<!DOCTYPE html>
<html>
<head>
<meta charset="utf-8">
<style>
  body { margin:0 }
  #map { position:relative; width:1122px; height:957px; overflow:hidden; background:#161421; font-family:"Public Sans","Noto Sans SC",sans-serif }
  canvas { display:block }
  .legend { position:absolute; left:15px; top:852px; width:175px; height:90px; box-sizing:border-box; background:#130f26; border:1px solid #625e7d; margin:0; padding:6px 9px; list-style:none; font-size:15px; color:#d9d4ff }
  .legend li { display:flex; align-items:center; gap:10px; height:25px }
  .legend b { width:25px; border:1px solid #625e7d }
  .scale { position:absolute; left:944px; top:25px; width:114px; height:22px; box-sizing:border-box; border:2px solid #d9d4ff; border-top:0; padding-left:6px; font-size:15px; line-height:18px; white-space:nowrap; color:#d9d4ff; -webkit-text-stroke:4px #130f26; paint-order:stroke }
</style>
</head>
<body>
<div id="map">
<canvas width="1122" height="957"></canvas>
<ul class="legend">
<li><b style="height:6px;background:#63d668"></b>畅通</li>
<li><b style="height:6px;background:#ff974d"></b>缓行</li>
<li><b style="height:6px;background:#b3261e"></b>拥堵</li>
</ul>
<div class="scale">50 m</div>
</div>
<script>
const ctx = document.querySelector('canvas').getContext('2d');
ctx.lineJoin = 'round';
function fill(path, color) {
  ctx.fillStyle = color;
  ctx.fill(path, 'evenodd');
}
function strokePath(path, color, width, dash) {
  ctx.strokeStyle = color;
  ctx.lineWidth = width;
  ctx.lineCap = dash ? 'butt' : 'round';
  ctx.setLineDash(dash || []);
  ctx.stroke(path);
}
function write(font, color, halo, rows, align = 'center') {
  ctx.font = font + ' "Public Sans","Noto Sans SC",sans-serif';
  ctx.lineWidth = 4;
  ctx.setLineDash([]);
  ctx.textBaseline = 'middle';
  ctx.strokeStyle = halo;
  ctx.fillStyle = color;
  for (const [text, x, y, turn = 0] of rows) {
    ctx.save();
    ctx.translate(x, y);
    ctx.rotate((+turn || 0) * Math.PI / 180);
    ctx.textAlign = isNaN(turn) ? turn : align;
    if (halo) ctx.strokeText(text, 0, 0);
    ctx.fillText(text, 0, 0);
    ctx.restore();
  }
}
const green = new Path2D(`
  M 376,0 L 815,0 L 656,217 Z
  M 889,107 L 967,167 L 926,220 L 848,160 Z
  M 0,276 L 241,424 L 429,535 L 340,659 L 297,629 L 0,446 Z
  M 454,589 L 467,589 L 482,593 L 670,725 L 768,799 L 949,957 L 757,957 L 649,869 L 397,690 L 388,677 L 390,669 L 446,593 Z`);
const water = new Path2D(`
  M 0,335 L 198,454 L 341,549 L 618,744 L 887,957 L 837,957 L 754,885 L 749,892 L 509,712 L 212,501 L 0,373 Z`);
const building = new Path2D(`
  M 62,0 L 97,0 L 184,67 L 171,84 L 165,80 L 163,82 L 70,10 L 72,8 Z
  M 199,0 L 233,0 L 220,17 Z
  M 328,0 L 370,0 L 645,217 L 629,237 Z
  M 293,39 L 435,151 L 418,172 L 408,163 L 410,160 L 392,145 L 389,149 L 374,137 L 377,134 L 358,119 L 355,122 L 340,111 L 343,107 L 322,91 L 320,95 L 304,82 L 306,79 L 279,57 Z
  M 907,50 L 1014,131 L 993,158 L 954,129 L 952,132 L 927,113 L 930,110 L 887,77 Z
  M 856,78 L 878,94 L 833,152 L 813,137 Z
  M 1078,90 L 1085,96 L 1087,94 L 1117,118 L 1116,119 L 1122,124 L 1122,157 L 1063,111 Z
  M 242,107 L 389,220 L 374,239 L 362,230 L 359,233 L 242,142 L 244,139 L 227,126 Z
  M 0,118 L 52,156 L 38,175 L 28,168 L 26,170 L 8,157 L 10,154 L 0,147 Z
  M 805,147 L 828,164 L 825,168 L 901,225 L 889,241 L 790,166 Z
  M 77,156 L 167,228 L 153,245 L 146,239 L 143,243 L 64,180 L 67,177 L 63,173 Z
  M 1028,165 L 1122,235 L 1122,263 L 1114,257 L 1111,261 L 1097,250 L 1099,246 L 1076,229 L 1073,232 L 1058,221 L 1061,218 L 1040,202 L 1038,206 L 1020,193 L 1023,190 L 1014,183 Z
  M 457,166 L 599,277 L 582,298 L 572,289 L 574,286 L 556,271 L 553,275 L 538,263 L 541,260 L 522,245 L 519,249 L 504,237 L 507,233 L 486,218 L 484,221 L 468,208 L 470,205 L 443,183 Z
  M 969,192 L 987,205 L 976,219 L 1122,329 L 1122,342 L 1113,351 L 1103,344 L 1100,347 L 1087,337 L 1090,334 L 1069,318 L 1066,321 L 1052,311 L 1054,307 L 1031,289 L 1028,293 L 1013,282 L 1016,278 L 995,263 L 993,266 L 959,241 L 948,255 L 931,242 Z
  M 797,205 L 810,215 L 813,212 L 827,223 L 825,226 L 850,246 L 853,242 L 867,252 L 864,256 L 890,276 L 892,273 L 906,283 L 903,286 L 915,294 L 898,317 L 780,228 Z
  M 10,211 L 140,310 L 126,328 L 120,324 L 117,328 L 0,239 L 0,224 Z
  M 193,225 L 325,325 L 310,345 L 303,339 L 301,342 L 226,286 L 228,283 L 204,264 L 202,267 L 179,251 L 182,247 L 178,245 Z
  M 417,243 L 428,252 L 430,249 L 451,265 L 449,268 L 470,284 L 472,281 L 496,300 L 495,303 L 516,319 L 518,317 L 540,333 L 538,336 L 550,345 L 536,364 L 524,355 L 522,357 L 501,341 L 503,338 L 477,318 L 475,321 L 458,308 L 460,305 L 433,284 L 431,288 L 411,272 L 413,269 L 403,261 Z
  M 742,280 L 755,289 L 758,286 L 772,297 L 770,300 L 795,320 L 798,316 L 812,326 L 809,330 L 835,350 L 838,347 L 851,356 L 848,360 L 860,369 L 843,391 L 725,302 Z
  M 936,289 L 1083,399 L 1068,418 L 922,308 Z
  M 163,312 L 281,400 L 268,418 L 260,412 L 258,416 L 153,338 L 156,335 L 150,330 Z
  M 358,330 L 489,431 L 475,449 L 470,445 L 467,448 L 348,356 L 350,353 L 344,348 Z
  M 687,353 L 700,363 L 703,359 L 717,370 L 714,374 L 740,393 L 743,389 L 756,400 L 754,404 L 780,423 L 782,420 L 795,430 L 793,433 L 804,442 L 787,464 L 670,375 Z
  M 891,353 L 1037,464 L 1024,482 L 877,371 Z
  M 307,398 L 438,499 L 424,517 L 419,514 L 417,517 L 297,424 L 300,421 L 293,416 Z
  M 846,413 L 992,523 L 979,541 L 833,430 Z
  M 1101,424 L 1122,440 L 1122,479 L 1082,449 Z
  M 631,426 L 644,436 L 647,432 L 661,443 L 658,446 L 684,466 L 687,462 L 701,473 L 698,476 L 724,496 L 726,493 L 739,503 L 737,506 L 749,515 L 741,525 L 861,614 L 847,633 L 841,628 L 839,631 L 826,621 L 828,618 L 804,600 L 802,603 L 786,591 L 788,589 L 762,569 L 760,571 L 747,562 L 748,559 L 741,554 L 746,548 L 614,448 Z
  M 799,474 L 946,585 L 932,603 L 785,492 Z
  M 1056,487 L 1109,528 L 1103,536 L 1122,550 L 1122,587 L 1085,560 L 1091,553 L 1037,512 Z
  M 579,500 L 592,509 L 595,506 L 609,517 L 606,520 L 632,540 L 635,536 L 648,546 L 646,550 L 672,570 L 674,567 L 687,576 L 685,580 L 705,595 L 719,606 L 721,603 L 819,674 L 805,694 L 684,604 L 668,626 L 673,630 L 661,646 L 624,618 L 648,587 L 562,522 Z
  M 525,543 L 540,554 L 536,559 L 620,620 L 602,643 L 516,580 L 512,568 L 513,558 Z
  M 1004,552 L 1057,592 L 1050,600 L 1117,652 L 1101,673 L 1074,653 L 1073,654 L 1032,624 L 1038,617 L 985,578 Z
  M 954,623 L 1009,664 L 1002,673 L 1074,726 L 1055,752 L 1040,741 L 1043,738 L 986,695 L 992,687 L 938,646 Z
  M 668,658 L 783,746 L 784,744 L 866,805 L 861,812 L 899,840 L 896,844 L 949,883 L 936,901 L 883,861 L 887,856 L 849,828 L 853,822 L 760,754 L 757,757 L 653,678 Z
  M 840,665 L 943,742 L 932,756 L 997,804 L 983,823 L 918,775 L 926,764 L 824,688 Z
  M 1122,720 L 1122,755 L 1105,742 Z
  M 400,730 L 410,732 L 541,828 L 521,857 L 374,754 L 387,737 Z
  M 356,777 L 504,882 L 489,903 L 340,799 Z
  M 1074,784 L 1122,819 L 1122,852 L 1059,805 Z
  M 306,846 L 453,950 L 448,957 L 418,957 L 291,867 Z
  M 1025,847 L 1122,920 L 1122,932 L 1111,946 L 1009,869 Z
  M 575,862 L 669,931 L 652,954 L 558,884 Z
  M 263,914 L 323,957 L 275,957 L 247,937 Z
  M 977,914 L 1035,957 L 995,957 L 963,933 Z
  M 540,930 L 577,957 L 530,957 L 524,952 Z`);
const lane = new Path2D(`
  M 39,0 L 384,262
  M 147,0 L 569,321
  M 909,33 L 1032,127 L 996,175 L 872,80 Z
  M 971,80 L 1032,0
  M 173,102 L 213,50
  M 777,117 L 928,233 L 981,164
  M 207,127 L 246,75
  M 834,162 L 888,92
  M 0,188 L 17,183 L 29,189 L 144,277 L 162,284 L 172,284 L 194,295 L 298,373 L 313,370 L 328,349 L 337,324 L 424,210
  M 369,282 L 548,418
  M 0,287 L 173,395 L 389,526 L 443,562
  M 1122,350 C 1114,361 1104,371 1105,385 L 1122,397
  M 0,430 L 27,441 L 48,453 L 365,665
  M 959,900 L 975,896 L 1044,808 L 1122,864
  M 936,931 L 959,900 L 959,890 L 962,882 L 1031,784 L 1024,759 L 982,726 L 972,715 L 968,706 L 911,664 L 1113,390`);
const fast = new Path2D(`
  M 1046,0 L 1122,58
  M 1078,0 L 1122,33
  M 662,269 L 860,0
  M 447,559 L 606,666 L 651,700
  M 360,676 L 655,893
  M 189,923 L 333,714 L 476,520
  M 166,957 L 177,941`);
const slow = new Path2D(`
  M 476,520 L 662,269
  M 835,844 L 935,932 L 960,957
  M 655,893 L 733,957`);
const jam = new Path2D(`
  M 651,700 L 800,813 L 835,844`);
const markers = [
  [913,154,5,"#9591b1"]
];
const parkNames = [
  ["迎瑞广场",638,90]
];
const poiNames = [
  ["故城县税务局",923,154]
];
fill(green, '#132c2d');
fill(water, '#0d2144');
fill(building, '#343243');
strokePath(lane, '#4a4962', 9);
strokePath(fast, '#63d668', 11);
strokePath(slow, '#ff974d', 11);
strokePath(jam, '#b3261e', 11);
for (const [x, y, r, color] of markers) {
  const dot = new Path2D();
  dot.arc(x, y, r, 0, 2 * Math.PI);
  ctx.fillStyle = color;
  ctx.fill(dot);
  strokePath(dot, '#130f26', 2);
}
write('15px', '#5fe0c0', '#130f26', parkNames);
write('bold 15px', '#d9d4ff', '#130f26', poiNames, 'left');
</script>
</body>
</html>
* * * * *
» WHAT THE TASK ASKS
Find each line holding the string "setLineDash" in the listing above, then copy it.

» ANSWER SECTION
  ctx.setLineDash(dash || []);
  ctx.setLineDash([]);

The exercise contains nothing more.